**What to work on**
For the material below, return exactly the lines starting at the one holding "g.lineJoin = 'round';" and ending at the one holding "M73 183 72 204 52 206 14 215V208L64 193Z", counting both as part of the range.

---- Data extracts

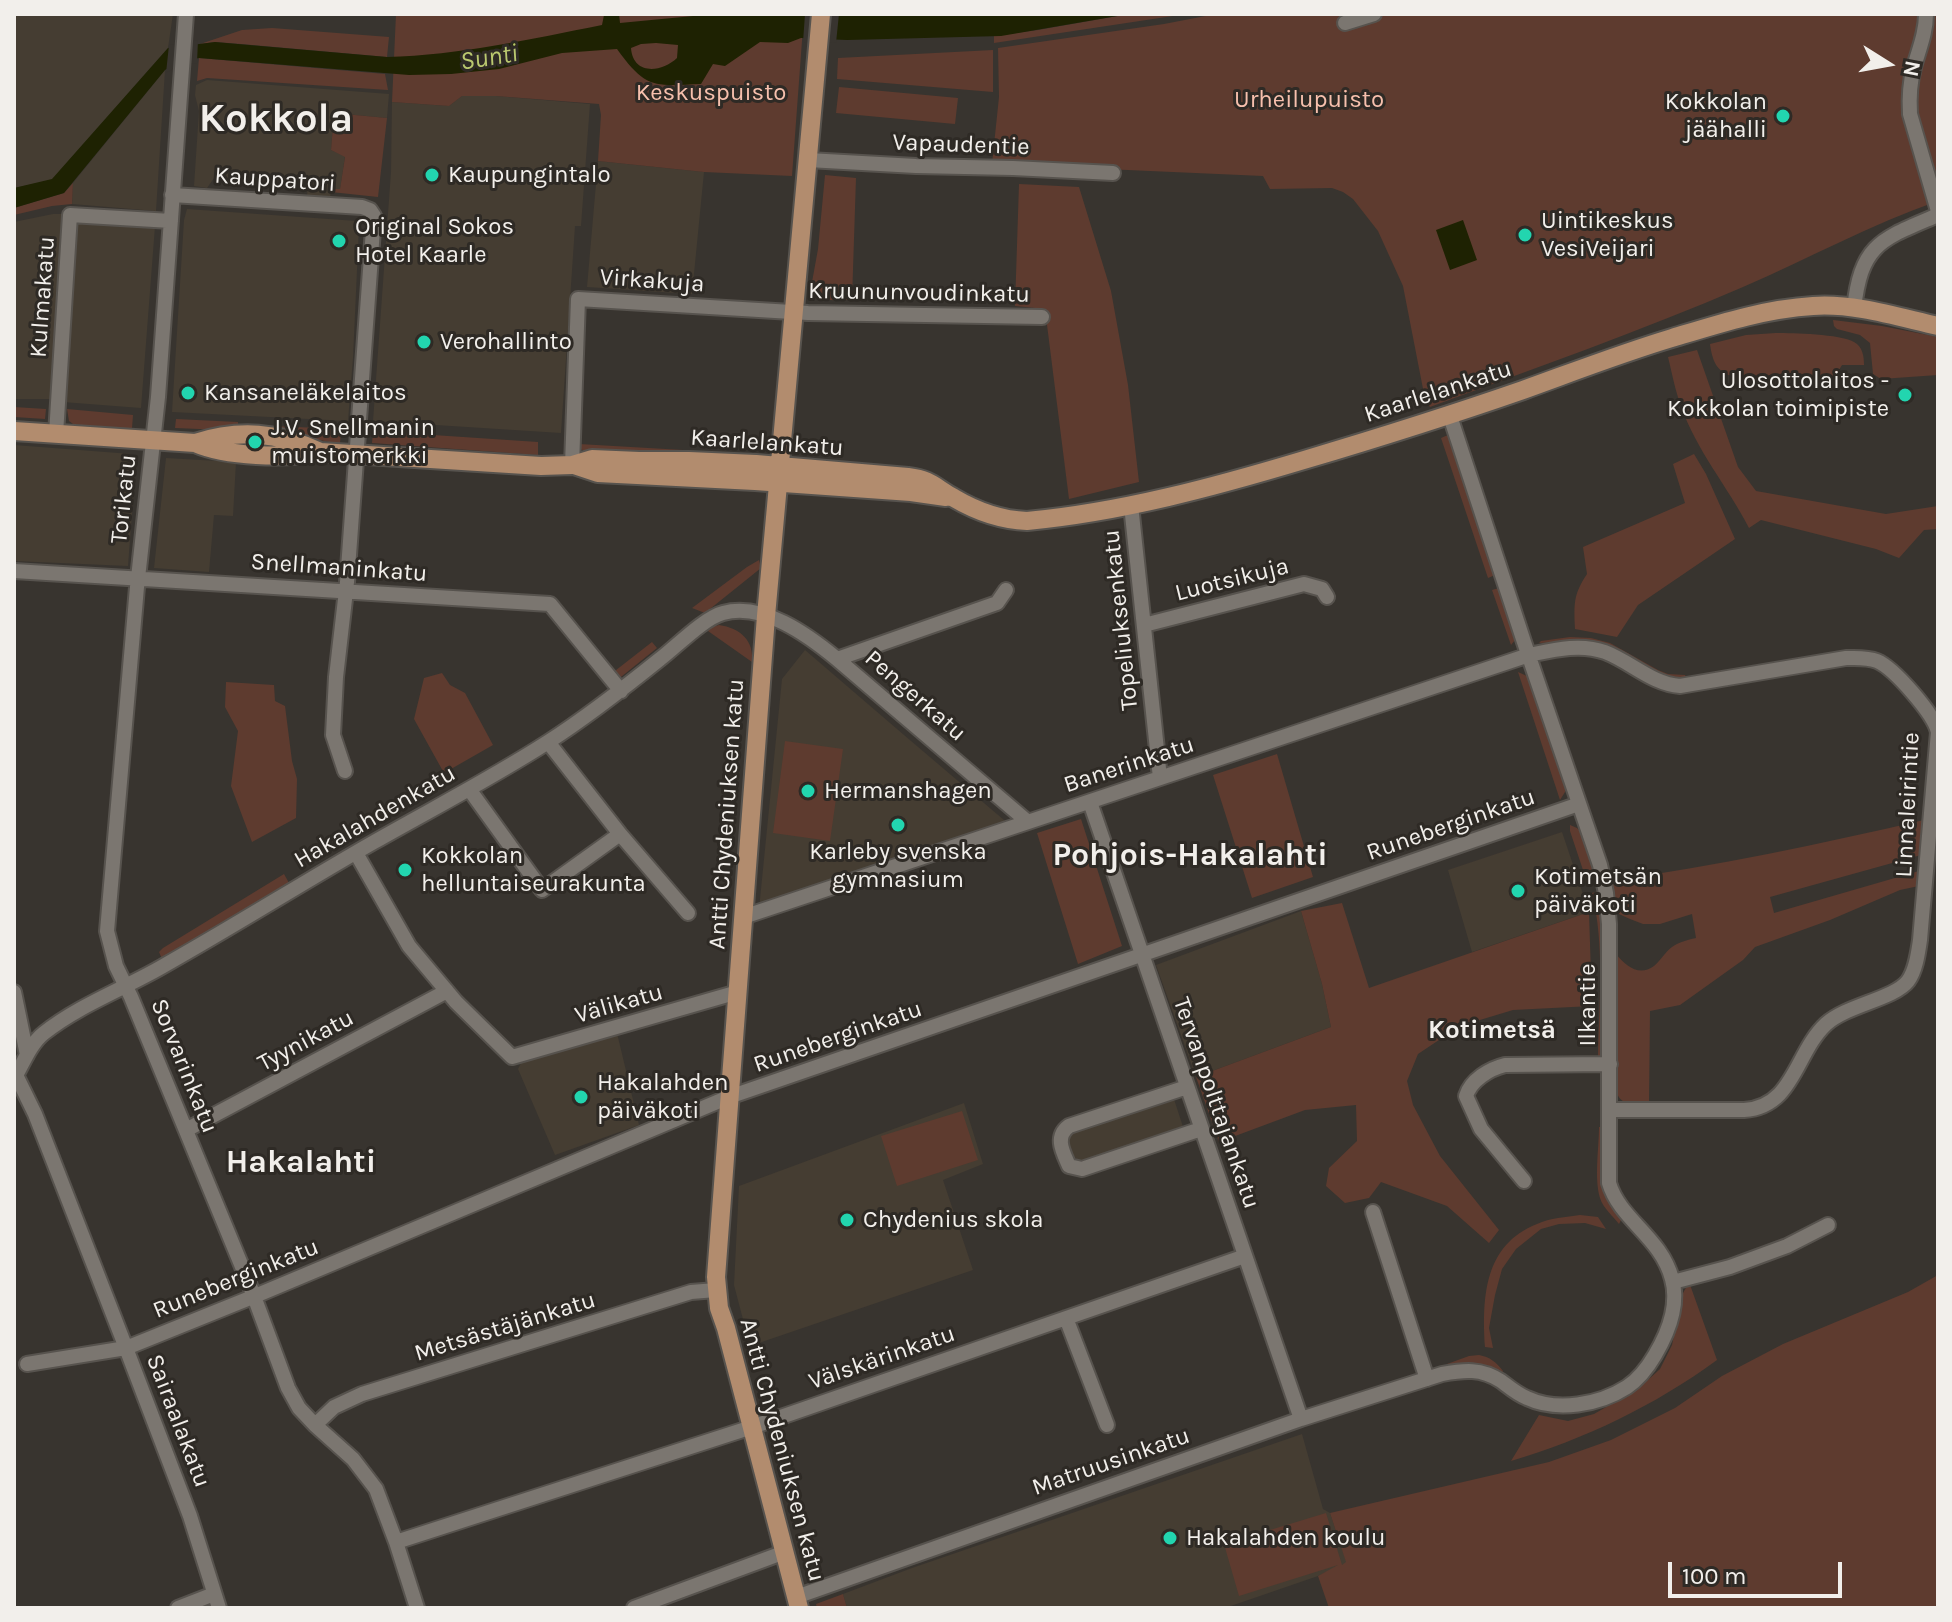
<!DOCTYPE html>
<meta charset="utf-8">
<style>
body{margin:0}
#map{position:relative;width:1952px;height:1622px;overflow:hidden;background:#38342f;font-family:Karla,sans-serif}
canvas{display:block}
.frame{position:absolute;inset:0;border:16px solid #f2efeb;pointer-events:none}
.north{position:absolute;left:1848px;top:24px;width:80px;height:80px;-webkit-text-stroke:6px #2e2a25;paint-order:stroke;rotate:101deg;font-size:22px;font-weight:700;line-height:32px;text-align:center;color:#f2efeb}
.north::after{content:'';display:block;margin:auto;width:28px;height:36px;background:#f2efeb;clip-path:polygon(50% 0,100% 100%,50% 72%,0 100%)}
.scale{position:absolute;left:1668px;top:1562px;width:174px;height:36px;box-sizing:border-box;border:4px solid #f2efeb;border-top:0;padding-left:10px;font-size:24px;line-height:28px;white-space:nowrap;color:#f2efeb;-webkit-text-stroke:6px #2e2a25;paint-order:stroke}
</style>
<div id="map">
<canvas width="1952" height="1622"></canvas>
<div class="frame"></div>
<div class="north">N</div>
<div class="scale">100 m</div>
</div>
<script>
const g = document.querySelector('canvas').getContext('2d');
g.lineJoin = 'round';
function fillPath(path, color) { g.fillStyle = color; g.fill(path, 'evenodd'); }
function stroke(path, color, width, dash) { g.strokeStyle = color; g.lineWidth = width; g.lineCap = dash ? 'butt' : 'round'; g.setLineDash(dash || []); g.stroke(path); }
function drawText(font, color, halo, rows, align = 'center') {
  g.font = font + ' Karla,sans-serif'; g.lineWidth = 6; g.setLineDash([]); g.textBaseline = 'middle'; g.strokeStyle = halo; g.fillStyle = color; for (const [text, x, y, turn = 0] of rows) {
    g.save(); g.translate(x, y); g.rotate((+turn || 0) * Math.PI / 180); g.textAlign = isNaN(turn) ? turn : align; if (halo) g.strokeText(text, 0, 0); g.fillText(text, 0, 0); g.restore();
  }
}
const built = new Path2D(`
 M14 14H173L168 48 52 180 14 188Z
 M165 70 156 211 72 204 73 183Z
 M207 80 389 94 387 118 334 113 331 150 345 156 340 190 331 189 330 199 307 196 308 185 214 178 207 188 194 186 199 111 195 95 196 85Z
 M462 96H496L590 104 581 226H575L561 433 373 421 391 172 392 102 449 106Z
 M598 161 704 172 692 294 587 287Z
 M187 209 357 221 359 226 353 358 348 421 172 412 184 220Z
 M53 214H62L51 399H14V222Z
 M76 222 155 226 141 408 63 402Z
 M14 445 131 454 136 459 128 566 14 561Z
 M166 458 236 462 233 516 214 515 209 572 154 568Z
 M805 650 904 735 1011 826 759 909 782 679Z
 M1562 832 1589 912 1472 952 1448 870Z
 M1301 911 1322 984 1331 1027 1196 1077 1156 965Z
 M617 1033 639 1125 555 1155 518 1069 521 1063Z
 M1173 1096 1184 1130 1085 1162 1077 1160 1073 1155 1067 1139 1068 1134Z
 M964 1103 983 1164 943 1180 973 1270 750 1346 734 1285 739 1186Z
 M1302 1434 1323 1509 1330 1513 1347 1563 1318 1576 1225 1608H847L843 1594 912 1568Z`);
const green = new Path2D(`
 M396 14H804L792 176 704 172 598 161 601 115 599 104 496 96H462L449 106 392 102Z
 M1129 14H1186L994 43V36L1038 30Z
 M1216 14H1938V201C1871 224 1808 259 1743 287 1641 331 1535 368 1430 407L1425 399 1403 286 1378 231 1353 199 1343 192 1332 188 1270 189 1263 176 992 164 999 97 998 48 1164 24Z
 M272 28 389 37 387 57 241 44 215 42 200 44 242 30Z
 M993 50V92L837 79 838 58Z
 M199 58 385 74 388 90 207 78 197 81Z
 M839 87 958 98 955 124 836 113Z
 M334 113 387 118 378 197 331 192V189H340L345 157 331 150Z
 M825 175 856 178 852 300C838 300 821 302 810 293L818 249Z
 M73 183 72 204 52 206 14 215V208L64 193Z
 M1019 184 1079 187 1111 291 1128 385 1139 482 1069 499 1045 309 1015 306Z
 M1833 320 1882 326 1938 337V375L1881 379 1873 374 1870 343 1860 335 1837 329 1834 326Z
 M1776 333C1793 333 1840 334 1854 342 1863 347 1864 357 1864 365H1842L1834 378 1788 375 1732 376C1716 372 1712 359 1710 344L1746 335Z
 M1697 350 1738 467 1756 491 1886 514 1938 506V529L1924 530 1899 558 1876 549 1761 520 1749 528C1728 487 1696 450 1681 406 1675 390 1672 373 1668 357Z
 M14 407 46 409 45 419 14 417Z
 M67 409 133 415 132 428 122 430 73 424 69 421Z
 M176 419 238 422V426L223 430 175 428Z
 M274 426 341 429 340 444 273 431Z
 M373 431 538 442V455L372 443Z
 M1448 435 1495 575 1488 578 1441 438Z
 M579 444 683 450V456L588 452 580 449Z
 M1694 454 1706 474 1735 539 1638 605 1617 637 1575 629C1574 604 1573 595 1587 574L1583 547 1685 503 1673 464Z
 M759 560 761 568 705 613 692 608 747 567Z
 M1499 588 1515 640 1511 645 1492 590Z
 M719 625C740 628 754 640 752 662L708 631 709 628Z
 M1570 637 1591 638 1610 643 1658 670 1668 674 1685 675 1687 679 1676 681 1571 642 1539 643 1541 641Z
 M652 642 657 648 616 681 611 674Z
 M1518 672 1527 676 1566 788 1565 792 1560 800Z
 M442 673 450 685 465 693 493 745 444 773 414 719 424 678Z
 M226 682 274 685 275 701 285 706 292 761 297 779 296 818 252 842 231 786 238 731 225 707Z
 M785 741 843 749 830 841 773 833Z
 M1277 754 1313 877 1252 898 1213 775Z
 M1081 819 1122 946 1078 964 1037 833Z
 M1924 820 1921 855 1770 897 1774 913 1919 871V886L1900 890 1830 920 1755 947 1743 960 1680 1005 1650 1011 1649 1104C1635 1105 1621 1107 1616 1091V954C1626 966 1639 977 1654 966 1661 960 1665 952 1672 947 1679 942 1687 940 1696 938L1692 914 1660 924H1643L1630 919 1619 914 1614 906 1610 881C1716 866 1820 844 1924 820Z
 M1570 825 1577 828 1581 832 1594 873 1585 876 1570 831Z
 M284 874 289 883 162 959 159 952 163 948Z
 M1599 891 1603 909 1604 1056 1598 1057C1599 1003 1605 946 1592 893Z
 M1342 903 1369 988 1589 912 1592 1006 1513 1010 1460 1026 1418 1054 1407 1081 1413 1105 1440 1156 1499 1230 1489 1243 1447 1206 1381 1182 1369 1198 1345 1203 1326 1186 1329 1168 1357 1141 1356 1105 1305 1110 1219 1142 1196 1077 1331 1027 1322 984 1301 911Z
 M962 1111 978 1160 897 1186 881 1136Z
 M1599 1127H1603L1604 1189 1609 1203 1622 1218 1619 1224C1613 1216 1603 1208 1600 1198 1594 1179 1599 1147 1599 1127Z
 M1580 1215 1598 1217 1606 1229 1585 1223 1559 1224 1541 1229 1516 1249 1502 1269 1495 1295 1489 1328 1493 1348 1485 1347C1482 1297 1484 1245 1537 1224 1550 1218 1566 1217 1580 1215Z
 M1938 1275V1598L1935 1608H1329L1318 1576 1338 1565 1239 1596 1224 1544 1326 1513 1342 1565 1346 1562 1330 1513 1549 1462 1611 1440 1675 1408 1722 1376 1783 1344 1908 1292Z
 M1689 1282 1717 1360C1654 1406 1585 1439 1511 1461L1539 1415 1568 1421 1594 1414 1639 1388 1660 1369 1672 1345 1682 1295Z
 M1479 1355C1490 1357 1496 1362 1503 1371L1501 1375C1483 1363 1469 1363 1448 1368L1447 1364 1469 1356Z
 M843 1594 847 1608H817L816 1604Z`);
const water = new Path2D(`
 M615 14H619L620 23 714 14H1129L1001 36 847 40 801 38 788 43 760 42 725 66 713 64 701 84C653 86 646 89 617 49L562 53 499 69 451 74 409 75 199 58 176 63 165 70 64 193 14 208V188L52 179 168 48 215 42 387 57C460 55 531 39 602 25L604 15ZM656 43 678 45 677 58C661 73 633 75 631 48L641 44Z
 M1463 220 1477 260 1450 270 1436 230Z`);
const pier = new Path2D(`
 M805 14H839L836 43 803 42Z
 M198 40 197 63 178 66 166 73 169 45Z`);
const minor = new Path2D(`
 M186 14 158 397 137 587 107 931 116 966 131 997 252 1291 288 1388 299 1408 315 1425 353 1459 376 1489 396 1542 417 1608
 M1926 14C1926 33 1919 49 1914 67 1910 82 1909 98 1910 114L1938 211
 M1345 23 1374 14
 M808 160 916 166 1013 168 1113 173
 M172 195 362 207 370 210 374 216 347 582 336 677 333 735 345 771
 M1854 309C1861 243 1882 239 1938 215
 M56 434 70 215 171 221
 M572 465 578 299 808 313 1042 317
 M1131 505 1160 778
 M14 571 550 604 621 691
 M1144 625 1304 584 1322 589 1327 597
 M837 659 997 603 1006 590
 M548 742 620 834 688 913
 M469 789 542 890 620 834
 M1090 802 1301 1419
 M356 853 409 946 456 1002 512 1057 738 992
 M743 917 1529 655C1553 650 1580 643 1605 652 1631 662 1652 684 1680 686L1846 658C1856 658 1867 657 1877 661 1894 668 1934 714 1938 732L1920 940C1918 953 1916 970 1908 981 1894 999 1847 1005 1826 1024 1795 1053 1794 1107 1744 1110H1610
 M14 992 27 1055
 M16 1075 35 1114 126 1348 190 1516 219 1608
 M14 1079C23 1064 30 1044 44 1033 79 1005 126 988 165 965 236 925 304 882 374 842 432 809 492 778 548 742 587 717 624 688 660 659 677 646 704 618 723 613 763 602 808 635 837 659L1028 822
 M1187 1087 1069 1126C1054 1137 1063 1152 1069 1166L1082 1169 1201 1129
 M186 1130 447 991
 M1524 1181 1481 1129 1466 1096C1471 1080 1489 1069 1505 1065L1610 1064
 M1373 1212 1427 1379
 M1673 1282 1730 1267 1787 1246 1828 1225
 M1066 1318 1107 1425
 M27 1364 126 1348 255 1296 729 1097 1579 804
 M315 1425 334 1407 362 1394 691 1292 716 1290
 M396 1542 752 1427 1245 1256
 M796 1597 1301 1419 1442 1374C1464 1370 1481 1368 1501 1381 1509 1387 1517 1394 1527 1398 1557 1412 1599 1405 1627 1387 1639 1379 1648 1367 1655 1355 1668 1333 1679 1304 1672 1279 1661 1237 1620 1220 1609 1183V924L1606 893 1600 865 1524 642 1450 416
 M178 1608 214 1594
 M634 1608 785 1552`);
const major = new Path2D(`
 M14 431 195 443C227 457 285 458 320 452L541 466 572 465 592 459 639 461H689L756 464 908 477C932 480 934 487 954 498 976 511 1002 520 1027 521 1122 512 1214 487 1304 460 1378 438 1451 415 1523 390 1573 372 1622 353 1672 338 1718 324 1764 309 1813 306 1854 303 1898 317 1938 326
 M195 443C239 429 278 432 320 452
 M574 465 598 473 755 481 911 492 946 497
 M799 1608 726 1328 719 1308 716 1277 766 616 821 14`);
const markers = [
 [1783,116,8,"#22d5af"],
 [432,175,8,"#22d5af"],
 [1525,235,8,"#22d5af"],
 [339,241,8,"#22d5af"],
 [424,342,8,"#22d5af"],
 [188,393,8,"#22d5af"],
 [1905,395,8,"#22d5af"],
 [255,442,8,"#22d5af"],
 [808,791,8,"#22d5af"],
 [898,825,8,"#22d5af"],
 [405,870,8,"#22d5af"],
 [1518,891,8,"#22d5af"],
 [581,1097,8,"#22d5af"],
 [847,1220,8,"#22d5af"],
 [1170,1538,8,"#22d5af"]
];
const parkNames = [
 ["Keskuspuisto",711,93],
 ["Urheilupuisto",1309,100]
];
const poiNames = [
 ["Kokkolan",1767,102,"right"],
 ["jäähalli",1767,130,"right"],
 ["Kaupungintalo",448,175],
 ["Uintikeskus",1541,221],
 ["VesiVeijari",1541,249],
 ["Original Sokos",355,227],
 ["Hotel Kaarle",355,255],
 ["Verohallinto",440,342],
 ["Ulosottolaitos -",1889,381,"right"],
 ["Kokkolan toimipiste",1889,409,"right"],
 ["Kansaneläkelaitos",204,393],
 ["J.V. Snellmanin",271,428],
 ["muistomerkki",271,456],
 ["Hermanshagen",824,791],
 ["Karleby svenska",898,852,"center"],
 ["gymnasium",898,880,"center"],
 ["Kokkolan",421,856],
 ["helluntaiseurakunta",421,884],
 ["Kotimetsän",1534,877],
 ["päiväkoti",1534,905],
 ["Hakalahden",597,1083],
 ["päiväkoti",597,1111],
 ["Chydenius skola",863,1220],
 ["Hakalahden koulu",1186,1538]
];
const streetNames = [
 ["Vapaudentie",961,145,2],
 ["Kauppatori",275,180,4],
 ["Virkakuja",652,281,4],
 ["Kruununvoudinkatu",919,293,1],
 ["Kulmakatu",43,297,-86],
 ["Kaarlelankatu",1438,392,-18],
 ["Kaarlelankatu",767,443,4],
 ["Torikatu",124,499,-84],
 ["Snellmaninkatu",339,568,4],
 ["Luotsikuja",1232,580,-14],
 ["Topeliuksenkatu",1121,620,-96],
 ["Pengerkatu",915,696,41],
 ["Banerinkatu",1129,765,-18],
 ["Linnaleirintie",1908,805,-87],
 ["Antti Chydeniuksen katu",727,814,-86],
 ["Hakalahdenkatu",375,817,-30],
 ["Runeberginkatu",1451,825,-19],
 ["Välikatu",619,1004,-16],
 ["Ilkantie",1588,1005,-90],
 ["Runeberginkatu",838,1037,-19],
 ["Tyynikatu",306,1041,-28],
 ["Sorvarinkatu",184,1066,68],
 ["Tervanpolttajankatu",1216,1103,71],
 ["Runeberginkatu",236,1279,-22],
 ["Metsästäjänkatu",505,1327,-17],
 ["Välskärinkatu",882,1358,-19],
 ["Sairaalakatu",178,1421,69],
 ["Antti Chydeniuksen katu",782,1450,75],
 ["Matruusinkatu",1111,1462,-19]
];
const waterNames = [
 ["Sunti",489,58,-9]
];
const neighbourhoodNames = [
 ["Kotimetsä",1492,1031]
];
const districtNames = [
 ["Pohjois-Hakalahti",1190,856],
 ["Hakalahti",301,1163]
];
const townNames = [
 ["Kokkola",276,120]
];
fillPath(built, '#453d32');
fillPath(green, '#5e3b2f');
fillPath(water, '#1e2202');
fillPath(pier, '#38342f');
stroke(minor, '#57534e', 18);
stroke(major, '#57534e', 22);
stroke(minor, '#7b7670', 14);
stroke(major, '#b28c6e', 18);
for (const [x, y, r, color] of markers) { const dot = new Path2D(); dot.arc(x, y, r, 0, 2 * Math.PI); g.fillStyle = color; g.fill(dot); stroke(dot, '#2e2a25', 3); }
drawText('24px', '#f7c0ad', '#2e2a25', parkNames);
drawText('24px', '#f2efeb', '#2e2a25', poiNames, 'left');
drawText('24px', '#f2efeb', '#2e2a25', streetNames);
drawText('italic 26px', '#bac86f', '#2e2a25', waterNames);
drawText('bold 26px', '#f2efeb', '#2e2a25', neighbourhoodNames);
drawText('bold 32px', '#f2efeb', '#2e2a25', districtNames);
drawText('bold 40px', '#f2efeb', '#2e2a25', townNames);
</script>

--------

**Solved problem**
g.lineJoin = 'round';
function fillPath(path, color) { g.fillStyle = color; g.fill(path, 'evenodd'); }
function stroke(path, color, width, dash) { g.strokeStyle = color; g.lineWidth = width; g.lineCap = dash ? 'butt' : 'round'; g.setLineDash(dash || []); g.stroke(path); }
function drawText(font, color, halo, rows, align = 'center') {
  g.font = font + ' Karla,sans-serif'; g.lineWidth = 6; g.setLineDash([]); g.textBaseline = 'middle'; g.strokeStyle = halo; g.fillStyle = color; for (const [text, x, y, turn = 0] of rows) {
    g.save(); g.translate(x, y); g.rotate((+turn || 0) * Math.PI / 180); g.textAlign = isNaN(turn) ? turn : align; if (halo) g.strokeText(text, 0, 0); g.fillText(text, 0, 0); g.restore();
  }
}
const built = new Path2D(`
 M14 14H173L168 48 52 180 14 188Z
 M165 70 156 211 72 204 73 183Z
 M207 80 389 94 387 118 334 113 331 150 345 156 340 190 331 189 330 199 307 196 308 185 214 178 207 188 194 186 199 111 195 95 196 85Z
 M462 96H496L590 104 581 226H575L561 433 373 421 391 172 392 102 449 106Z
 M598 161 704 172 692 294 587 287Z
 M187 209 357 221 359 226 353 358 348 421 172 412 184 220Z
 M53 214H62L51 399H14V222Z
 M76 222 155 226 141 408 63 402Z
 M14 445 131 454 136 459 128 566 14 561Z
 M166 458 236 462 233 516 214 515 209 572 154 568Z
 M805 650 904 735 1011 826 759 909 782 679Z
 M1562 832 1589 912 1472 952 1448 870Z
 M1301 911 1322 984 1331 1027 1196 1077 1156 965Z
 M617 1033 639 1125 555 1155 518 1069 521 1063Z
 M1173 1096 1184 1130 1085 1162 1077 1160 1073 1155 1067 1139 1068 1134Z
 M964 1103 983 1164 943 1180 973 1270 750 1346 734 1285 739 1186Z
 M1302 1434 1323 1509 1330 1513 1347 1563 1318 1576 1225 1608H847L843 1594 912 1568Z`);
const green = new Path2D(`
 M396 14H804L792 176 704 172 598 161 601 115 599 104 496 96H462L449 106 392 102Z
 M1129 14H1186L994 43V36L1038 30Z
 M1216 14H1938V201C1871 224 1808 259 1743 287 1641 331 1535 368 1430 407L1425 399 1403 286 1378 231 1353 199 1343 192 1332 188 1270 189 1263 176 992 164 999 97 998 48 1164 24Z
 M272 28 389 37 387 57 241 44 215 42 200 44 242 30Z
 M993 50V92L837 79 838 58Z
 M199 58 385 74 388 90 207 78 197 81Z
 M839 87 958 98 955 124 836 113Z
 M334 113 387 118 378 197 331 192V189H340L345 157 331 150Z
 M825 175 856 178 852 300C838 300 821 302 810 293L818 249Z
 M73 183 72 204 52 206 14 215V208L64 193Z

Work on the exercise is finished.